We can see on this plot, it looks like we will actually get an upper and lower confidence interval! If we eye the plot as it is we can see that the thermal optima will probably land around 15-16 degrees celcius but lets find it specifically.

# calculate params with CIs

extra_params2 <- calc_params(fit_nlsLM2) %>%
  pivot_longer(everything(), names_to =  'param', values_to = 'estimate')

ci_extra_params2 <- Boot(fit_nlsLM2, f = function(x){unlist(calc_params(x))}, 
                    labels = names(calc_params(fit_nlsLM2)), R = 200, method = 'residual') %>%
  confint(., method = 'bca') %>%
  as.data.frame() %>%
  rename(conf_lower = 1, conf_upper = 2) %>%
  rownames_to_column(., var = 'param') %>%
  mutate(method = 'residual bootstrap')


 Number of bootstraps was 0 out of 200 attempted

Warning in norm.inter(t, adj.alpha): extreme order statistics used as endpoints

ci_extra_params2 <- left_join(ci_extra_params2, extra_params2)

Joining with `by = join_by(param)`

It’s okay to get a warning here the code is still working fine and we will get good findings.

#- Topt 

topt2 <- as_tibble(ci_extra_params2[2,])
topt2$species <- as.character("Aedes aegypti")

Let’s look at the results!

ggplot(topt2, aes(estimate, species)) +
  geom_point(size = 4) + 
  geom_linerange(aes(xmin = conf_lower, xmax = conf_upper)) +
  theme_bw(base_size = 12) +
  scale_x_continuous('') +
  labs(title = 'calculation of Topt with CIs',
       subtitle = 'dev rate TPC; using residual resampling')+
  theme(axis.title.y = element_blank())

This looks good, we have now have the estimated thermal optimum for juvenile mortality rate with 95% confidence bounds! In other words, our model predicts that juvenile survival in $Ae.$ $aegypti$ is highest when environmental temperatures range between 12°C and 16°C.
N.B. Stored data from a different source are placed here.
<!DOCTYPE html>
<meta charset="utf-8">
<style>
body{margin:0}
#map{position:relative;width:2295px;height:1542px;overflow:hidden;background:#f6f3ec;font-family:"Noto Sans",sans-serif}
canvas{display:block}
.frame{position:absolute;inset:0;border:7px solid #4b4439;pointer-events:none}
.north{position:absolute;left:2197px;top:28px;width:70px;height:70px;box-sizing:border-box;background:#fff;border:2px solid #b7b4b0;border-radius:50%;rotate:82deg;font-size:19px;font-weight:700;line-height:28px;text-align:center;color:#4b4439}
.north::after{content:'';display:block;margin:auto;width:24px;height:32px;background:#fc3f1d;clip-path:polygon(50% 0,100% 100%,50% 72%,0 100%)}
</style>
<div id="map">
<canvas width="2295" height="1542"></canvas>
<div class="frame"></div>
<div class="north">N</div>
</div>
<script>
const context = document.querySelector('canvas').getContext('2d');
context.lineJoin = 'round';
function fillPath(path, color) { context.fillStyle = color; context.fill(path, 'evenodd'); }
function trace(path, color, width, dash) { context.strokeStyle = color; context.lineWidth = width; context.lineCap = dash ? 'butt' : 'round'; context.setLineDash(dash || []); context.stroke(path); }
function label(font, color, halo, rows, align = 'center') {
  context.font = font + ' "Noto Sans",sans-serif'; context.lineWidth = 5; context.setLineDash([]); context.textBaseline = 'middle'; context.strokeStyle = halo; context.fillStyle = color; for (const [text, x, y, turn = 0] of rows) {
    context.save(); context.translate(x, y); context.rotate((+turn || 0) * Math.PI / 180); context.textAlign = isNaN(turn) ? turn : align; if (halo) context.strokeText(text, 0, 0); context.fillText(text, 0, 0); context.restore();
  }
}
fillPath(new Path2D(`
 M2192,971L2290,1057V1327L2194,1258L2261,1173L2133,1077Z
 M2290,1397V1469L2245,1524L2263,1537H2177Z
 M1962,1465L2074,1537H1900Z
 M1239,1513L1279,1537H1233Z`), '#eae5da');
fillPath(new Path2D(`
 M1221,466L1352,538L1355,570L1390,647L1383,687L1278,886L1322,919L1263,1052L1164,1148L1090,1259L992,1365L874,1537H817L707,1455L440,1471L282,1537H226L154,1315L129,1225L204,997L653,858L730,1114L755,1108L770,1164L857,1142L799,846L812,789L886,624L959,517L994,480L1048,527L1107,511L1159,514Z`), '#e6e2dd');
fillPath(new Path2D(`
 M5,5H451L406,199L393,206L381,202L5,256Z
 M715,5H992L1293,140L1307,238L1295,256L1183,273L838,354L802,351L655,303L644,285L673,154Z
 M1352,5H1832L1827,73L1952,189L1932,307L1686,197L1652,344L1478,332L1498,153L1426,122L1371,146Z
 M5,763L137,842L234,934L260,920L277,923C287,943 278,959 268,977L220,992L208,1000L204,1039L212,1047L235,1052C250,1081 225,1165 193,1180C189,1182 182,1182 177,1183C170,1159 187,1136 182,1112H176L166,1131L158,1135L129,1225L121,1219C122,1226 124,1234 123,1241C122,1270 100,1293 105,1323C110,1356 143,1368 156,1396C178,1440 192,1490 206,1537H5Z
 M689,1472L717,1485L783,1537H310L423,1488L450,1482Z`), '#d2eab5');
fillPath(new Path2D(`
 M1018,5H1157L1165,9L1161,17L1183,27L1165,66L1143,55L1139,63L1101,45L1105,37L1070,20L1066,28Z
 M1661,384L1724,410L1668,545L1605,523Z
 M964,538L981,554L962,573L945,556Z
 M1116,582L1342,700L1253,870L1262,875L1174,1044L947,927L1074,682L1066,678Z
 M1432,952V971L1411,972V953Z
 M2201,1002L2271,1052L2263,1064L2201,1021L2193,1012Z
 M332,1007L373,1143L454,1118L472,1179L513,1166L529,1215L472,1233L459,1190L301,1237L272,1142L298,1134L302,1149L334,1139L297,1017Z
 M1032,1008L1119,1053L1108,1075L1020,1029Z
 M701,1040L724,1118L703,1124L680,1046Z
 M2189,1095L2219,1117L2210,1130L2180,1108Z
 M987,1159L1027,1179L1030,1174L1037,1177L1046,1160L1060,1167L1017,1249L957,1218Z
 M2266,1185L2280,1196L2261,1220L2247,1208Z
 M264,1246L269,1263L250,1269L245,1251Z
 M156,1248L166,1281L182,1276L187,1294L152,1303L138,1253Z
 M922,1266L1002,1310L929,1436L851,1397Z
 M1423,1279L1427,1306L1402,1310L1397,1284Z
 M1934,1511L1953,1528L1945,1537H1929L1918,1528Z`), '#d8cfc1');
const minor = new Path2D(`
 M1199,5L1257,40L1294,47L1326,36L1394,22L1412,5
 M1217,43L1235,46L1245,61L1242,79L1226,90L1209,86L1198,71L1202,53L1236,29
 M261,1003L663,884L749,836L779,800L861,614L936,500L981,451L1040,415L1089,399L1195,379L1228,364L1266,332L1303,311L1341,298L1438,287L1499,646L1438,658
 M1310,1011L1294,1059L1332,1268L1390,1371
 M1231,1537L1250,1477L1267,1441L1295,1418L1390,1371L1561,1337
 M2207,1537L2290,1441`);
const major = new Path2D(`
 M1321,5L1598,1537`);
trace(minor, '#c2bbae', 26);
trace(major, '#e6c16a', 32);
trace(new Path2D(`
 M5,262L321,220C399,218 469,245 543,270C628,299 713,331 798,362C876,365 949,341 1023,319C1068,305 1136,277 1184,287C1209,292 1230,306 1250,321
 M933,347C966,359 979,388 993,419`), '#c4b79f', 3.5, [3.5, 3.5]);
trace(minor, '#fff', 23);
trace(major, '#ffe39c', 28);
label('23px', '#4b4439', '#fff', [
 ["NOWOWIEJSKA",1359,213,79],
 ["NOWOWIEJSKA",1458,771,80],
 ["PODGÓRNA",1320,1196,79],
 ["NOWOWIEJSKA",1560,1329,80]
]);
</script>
Please see Daniel Padfields git for more information on using the rTPC package.

Readings and Resources

Motulsky, Harvey, and Arthur Christopoulos. Fitting models to biological data using linear and nonlinear regression: a practical guide to curve fitting. OUP USA, 2004: https://www.facm.ucl.ac.be/cooperation/Vietnam/WBI-Vietnam-October-2011/Modelling/RegressionBook.pdf
These are a pretty good series of notes on NLLS (even if you are using R instead of Python): https://lmfit.github.io/lmfit-py/intro.html
Another technical description of NLLS algorithms: https://www.gnu.org/software/gsl/doc/html/nls.html
Johnson, J. B. & Omland, K. S. 2004 Model selection in ecology and evolution. Trends Ecol. Evol. 19, 101–108.
The nlstools package for NLLS fit diagnostics: https://rdrr.io/rforge/nlstools
- The original paper: http://dx.doi.org/10.18637/jss.v066.i05

Practice Problem for NLLS

The `nllsdataset.csv` dataset contains values on trait-temperature relationships in three important vector/pest species. Fit thermal performance curves to trait(s) of interest. Use bootstrapping to generate confidence bounds for each curve.